Get input from others - read other proposals, have others read yours. Your friends and coworkers will not be as critical as people who don't know you as well. It's best to get the criticism before you send the application!
Tips on Style, Presentation
Convey your ENTHUSIASM - if you're excited about the project, your reviewers will take notice and be more excited about it too
Make it readable! Break proposal into logical sections with concise headings - spaces between sections, BOLD important points. Remember that study section members have many grants to read and they will be very tired. You want yours to stand out as well written, well organized, and easy to read. Also, make it easy for reviewers to find the important points.
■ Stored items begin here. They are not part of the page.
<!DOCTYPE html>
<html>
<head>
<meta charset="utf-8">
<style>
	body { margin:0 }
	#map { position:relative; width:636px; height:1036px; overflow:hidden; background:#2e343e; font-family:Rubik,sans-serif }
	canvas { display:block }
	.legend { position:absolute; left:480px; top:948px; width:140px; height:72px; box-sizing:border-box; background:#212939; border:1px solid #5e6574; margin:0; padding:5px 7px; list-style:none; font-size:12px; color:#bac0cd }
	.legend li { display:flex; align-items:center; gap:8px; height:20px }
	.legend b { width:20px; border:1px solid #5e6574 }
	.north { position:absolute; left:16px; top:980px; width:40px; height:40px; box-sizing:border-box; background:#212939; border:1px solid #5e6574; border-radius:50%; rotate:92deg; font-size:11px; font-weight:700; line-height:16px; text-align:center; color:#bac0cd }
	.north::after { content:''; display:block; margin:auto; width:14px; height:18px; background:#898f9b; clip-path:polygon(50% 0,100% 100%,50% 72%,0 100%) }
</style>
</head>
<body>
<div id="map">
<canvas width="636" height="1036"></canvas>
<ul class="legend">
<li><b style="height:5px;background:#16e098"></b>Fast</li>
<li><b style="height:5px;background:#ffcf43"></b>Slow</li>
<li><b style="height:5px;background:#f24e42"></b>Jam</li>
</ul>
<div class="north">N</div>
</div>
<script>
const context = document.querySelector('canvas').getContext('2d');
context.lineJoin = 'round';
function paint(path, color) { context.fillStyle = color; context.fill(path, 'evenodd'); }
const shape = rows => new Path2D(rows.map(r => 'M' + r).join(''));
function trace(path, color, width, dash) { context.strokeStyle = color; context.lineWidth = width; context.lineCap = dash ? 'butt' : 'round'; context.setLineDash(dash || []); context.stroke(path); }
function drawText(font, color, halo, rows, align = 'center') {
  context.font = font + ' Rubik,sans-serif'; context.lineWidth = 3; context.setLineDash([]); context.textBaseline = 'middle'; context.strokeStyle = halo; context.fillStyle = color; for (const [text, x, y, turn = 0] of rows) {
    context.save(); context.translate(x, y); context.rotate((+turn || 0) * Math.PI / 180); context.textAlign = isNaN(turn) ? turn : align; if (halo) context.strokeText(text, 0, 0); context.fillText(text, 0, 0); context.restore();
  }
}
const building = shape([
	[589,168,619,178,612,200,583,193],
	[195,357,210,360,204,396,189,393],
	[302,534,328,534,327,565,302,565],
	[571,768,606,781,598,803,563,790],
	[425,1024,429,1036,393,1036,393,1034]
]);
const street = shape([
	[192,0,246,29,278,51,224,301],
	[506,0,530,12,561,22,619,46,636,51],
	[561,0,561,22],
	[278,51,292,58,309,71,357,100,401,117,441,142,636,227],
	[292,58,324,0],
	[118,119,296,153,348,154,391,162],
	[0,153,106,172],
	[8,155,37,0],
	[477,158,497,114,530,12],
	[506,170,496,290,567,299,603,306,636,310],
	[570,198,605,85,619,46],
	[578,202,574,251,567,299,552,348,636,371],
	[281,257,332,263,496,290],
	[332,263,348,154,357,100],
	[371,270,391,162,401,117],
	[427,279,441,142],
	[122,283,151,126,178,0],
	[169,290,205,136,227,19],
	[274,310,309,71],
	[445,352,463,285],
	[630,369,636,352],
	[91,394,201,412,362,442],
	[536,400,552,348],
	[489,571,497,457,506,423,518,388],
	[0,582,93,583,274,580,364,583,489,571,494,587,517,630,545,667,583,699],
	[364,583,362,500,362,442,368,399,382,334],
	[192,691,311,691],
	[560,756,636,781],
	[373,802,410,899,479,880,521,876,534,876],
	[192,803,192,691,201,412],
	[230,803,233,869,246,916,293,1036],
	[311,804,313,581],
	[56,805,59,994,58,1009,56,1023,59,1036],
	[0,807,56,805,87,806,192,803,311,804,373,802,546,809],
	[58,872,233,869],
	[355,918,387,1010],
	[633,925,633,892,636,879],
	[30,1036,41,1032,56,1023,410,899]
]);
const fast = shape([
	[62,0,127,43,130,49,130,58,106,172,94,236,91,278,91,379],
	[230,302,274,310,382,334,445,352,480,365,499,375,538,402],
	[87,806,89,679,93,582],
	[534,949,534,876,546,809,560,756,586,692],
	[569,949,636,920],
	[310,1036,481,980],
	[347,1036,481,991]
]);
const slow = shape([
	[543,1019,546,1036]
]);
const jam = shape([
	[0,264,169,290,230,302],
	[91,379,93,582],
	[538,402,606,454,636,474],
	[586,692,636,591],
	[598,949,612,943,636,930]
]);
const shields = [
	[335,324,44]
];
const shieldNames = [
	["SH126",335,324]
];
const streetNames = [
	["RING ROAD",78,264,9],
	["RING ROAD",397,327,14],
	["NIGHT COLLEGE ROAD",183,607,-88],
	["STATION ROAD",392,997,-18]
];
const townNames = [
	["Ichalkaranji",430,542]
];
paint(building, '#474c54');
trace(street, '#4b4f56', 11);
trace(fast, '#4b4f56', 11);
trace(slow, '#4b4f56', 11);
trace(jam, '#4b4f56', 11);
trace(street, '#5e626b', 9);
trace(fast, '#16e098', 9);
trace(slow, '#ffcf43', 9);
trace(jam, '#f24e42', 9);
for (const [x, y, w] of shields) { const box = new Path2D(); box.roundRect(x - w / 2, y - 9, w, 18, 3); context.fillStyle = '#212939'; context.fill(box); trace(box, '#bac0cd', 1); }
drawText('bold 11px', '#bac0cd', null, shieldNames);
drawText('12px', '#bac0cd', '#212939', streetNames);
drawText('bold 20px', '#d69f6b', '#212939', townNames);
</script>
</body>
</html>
FONTS - Sans serif like Helvetica are easy on the eyes. Font size 10-12. Refer to directions for explicit rules, and don't try to squeeze in more text! If you don't comply exactly, they will send back your proposal unread!
Insert graphics or relevant preliminary data, such as gels, physiology traces, group data. Show them you that know what you're doing, and that you can do at least the basic experiments proposed. Make sure graphics are clearly labeled, relevant, and will photocopy well.
Get the Signatures
Once you've completed and assembled everything - your package must go to your Business Administrator and then to Research Services for signatures. They are overwhelmed before a major grant deadline, so give them time, as well!
VI. The Review Process - Understanding the Black Box
NIH has a dual review process. The initial review of scientific merit (by Study Sections) is INDEPENDENT of the review of fiscal merit (by Institutes).
The Path of your application through the Review Process
VII. What if your proposal does not get funded?
Go through normal cycle of disappointment, denial, anger, and empowerment!
Talk with your sponsor, carefully review the criticisms in the Summary Statement together
Call the Program Officer at the assigned institute. Find out why the proposal did not get funded, and what can be improved for resubmission.
RESUBMIT! Specifically address each of the reviewers' criticisms. You will also need to summarize the substantive changes made in the resubmitted application, and denote within the proposal where changes have been made. A resubmitted proposal without substantive changes will be returned unreviewed!
VIII. What if your proposal DOES get funded?
Select a start-date in consultation with your sponsor, business administrator, and the funding institute
Sign an activation notice
Determine, with certainty, how many years you have been awarded funding. You may have applied for three years, and been awarded only two. NIH will not remind you to send in a competing renewal application!
If you are a postdoc, you must sign a Payback Agreement. For the first 12 months of support, you must pay back an equal number with biomedical research or teaching. The second year of postdoctoral work will cover this payback.